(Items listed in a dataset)

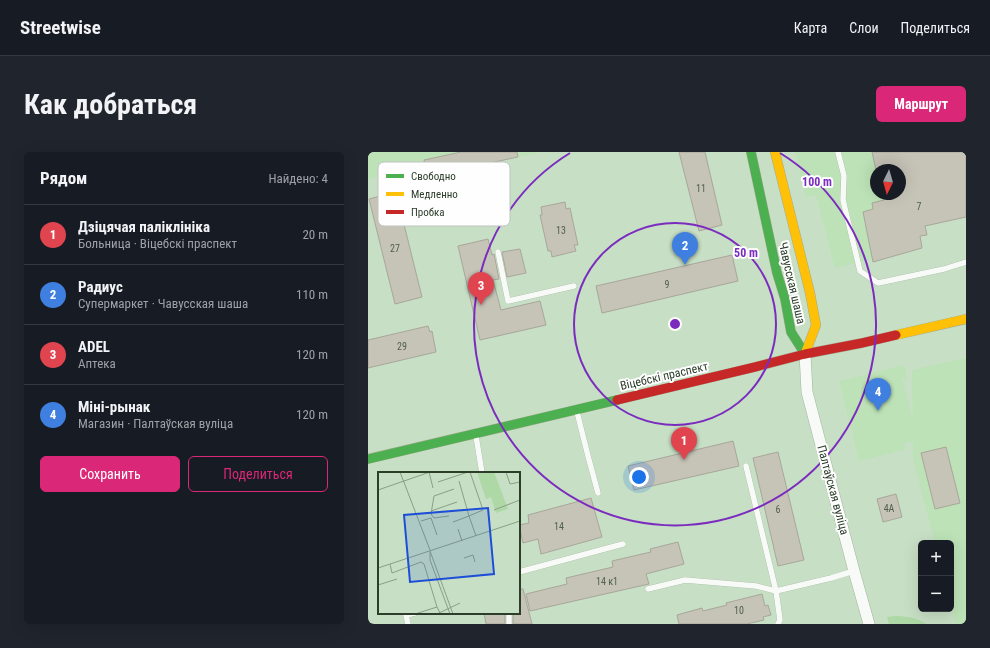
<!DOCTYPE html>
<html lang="ru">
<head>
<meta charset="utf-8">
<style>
	:root { --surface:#171b24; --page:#20242c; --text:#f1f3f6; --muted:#9ea1a6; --line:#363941; --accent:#db2777 }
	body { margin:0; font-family:"Roboto Condensed",sans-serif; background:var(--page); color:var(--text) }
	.controls { position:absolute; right:12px; bottom:12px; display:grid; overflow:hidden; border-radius:6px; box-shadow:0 4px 16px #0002 }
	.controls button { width:36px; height:36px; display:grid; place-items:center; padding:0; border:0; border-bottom:1px solid var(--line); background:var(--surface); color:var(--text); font:20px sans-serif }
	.compass { position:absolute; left:502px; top:12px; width:36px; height:36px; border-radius:50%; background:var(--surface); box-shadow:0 4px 16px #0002; rotate:185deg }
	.you { position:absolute; left:271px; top:325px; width:14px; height:14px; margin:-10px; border:3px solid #fff; border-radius:50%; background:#1a73e8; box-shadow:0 0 0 6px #1a73e833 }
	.badge { display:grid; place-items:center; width:26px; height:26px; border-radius:50%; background:var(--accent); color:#fff; font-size:13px; font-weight:700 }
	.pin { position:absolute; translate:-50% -33px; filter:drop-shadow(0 1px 2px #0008) }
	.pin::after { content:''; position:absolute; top:21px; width:14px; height:12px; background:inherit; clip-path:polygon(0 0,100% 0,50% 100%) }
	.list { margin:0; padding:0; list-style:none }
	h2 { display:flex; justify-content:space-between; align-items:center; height:52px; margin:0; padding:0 16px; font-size:17px }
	h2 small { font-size:13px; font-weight:400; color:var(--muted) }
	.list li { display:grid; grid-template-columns:26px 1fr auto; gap:12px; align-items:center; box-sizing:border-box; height:60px; padding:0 16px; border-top:1px solid var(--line) }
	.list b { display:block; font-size:15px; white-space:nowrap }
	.list p { margin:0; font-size:13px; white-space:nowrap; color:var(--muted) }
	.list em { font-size:13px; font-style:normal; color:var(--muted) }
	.actions { display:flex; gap:8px; padding:12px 16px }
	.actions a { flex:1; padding:9px 0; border:1px solid var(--accent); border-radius:6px; text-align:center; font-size:14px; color:var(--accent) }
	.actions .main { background:var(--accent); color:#fff }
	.map { position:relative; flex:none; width:598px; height:472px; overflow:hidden; border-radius:6px }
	header { display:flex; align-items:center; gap:24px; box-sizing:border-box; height:56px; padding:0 20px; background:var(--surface); border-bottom:1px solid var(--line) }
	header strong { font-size:19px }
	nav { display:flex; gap:22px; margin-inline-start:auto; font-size:14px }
	.intro { display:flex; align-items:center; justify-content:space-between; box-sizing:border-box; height:96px; padding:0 24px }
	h1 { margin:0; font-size:28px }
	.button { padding:10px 18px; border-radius:6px; background:var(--accent); color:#fff; font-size:14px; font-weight:700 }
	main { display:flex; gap:24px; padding:0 24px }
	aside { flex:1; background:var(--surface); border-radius:6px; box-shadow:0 4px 16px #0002 }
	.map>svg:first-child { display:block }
</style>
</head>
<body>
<header>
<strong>Streetwise</strong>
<nav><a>Карта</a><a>Слои</a><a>Поделиться</a></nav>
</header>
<div class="intro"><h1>Как добраться</h1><a class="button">Маршрут</a></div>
<main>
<aside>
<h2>Рядом<small>Найдено: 4</small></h2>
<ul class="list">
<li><span class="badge" style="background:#e0444e">1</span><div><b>Дзіцячая паліклініка</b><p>Больница · Віцебскі праспект</p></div><em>20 m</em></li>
<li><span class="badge" style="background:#3f7fe0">2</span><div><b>Радиус</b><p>Супермаркет · Чавусская шаша</p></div><em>110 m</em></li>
<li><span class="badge" style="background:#e0444e">3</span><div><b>ADEL</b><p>Аптека</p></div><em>120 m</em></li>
<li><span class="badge" style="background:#3f7fe0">4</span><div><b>Міні-рынак</b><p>Магазин · Палтаўская вуліца</p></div><em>120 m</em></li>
</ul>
<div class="actions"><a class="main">Сохранить</a><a>Поделиться</a></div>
</aside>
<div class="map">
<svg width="598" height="472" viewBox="0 0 598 472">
	<rect width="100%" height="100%" fill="#c7dfc4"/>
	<g fill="#bde2b7" fill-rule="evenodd">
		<polygon points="0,0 173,0 41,28 37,19 0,27"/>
		<path d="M 427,0 L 598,0 L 598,65 L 557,74 L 559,83 L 552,84 L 554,96 L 506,110 L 504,107 L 467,116 L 448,43 L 438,45 ZM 508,18 L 532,18 L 532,42 L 508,42 Z"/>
		<polygon points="598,206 598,472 588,472 583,453 583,391 567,391 545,307 545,289 536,291 538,297 491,309 471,229 536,213 539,229 533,224 545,269 544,218"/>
	</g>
	<path fill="#aed9a7" d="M 527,464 C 539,464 549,466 559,472 L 521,472 L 519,465 Z"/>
	<g fill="#c6c4b7" stroke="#a8a69a">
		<polygon points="93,0 149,0 150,5 60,24 56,8"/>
		<polygon points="311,0 337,0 354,73 331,79"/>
		<polygon points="504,0 598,0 598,65 557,74 559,83 552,84 554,96 505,110 495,60 505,57 504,51 516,48 514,42 532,42 532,18 508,18"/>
		<polygon points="28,40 54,145 27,152 1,47"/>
		<polygon points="197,50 198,57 202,56 210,93 206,93 208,99 184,105 183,99 180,99 172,63 174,63 173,55"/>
		<polygon points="120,87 124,103 126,102 131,127 125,128 133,158 172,149 178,173 112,188 90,94"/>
		<polygon points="152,97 158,121 139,125 134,100"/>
		<polygon points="364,103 370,129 234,161 228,134"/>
		<polygon points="60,174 62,180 64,179 68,200 0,216 0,188"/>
		<polygon points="365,289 371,314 266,338 260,314"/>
		<polygon points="578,295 592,351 567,357 553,301"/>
		<polygon points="410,300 436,408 410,414 385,306"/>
		<polygon points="528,342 534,365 515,370 509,347"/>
		<polygon points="223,346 234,385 173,402 170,387 155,391 151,373 161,371 160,363"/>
		<polygon points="310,390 316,412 278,422 281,432 162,459 158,442 199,432 198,426 245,415 244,409 283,400 282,397"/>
		<polygon points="151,437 155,437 164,472 145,472 145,461 151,461"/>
		<polygon points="394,442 397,454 400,453 403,463 395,465 396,468 379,472 311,472 309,463 334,456 335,459 359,453 358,451"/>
		<polygon points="116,461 137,461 137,472 118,472"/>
	</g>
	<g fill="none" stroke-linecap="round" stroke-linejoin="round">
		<g stroke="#a2b49f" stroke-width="6">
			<g id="lane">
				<polyline points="470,0 476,24 475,48 492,119 510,131 576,117 598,110"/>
				<polyline points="130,100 140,149 206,134"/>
				<polyline points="209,260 220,304 230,341"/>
				<polyline points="108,284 114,321"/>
				<polyline points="378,314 408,439 463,426 486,419"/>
				<polyline points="151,420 255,392"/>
				<polyline points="280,437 317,428 388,434 408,439 412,468 410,472"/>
				<polyline points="141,461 141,472"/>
				<polyline points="40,472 38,463 47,461"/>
			</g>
		</g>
		<g stroke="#a2b49f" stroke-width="12">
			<polyline id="street" points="437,202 439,240 486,419 501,472"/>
		</g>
		<g stroke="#a4aa92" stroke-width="10">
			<g id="fast">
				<polyline points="383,0 409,121 417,147 423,180 437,202"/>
				<polyline points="0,307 249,248"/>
			</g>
		</g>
		<g stroke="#a4aa92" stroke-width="10">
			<g id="slow">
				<polyline points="407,0 442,141 448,173 437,202"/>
				<polyline points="528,183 598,167"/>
			</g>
		</g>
		<g stroke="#a4aa92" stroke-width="10">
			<polyline id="jam" points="249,248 387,215 437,202 494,191 528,183"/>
		</g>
		<use href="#lane" stroke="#f7faf6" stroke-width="5.5"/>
		<use href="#street" stroke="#f7faf6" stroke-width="11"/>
		<use href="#fast" stroke="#4caf50" stroke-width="9"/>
		<use href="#slow" stroke="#ffc107" stroke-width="9"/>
		<use href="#jam" stroke="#c62828" stroke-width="9"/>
	</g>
	<g fill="none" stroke="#7b2cbf" stroke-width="2">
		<circle cx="307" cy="172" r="101"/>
		<path d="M412 1A201 201 0 1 1 202 1"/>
	</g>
	<g text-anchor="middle" stroke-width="4" stroke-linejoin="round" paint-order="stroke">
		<g font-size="10" fill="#52604d">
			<text x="333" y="40">11</text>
			<text x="551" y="58">7</text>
			<text x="193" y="82">13</text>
			<text x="27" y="100">27</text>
			<text x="299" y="136">9</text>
			<text x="34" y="198">29</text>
			<text x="521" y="360">4А</text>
			<text x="410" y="361">6</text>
			<text x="191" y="378">14</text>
			<text x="239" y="433">14 к1</text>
			<text x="371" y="462">10</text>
		</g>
		<g font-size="12" fill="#2c3e2a" stroke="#fefefe">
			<text transform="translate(424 131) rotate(77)" y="4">Чавусская шаша</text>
			<text transform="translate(296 224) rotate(-13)" y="4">Віцебскі праспект</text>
			<text transform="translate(465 338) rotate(75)" y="4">Палтаўская вуліца</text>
		</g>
	</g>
	<g transform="translate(10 320)">
		<rect width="142" height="142" fill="#c7dfc4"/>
		<path d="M 99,0 L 116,0 L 130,37 L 118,41 L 113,25 L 108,27 Z" fill="#aed9a7"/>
		<path fill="none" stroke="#899f86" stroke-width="1" d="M 22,0 L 52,78M 51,0 L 55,16M 92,0 L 105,38 L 91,44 L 98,64M 128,0 L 132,12 L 142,10M 60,10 L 90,0M 0,18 L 52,0M 116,38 L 142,28M 53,39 L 79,30M 71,44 L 56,46 L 53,42 L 56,24 L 76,17M 43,49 L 53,46 L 59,63M 75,50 L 91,44 L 81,9M 80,57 L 84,69M 52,79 L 75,142M 52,80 L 52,88 L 72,142M 86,86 L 95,83 L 97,90M 12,92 L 14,101 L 43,90 L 46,92 L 59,135M 0,96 L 142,49M 0,113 L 19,107M 37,142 L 59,135 L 62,141M 59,142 L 82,131"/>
		<path fill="#1d4ed8" fill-opacity="0.15" stroke="#1d4ed8" stroke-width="2" d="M 110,36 L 116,102 L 32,110 L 26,43 Z"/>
		<rect width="142" height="142" fill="none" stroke="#2c3e2a" stroke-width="2"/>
	</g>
	<rect x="10" y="10" width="132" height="64" rx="6" fill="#fefefe" stroke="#bfc4be" stroke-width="1"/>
	<rect x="18" y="22" width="18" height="4" fill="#4caf50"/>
	<rect x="18" y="40" width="18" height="4" fill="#ffc107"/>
	<rect x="18" y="58" width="18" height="4" fill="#c62828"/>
	<g font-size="11" fill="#2c3e2a">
		<text x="43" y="28">Свободно</text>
		<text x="43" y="46">Медленно</text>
		<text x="43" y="64">Пробка</text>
	</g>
	<circle cx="307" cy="172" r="6" fill="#7b2cbf" stroke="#fefefe" stroke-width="2"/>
	<g font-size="12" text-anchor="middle" font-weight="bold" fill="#7b2cbf" stroke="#fefefe" stroke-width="4" stroke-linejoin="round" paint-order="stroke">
		<text x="449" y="34">100 m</text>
		<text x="378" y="105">50 m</text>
	</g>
</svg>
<div class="controls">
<button>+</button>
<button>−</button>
</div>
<svg class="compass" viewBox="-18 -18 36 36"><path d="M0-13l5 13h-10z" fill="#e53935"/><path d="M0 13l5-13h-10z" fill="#9ea1a6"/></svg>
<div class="you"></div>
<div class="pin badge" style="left:316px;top:308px;background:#e0444e">1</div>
<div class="pin badge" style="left:317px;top:113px;background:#3f7fe0">2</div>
<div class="pin badge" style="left:113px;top:153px;background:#e0444e">3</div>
<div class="pin badge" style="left:510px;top:259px;background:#3f7fe0">4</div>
</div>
</main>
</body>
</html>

▶ WORK INSTRUCTIONS
Report back every line of the entries in which "place" occurs.

▶ YOUR RESPONSE
	.controls button { width:36px; height:36px; display:grid; place-items:center; padding:0; border:0; border-bottom:1px solid var(--line); background:var(--surface); color:var(--text); font:20px sans-serif }
	.badge { display:grid; place-items:center; width:26px; height:26px; border-radius:50%; background:var(--accent); color:#fff; font-size:13px; font-weight:700 }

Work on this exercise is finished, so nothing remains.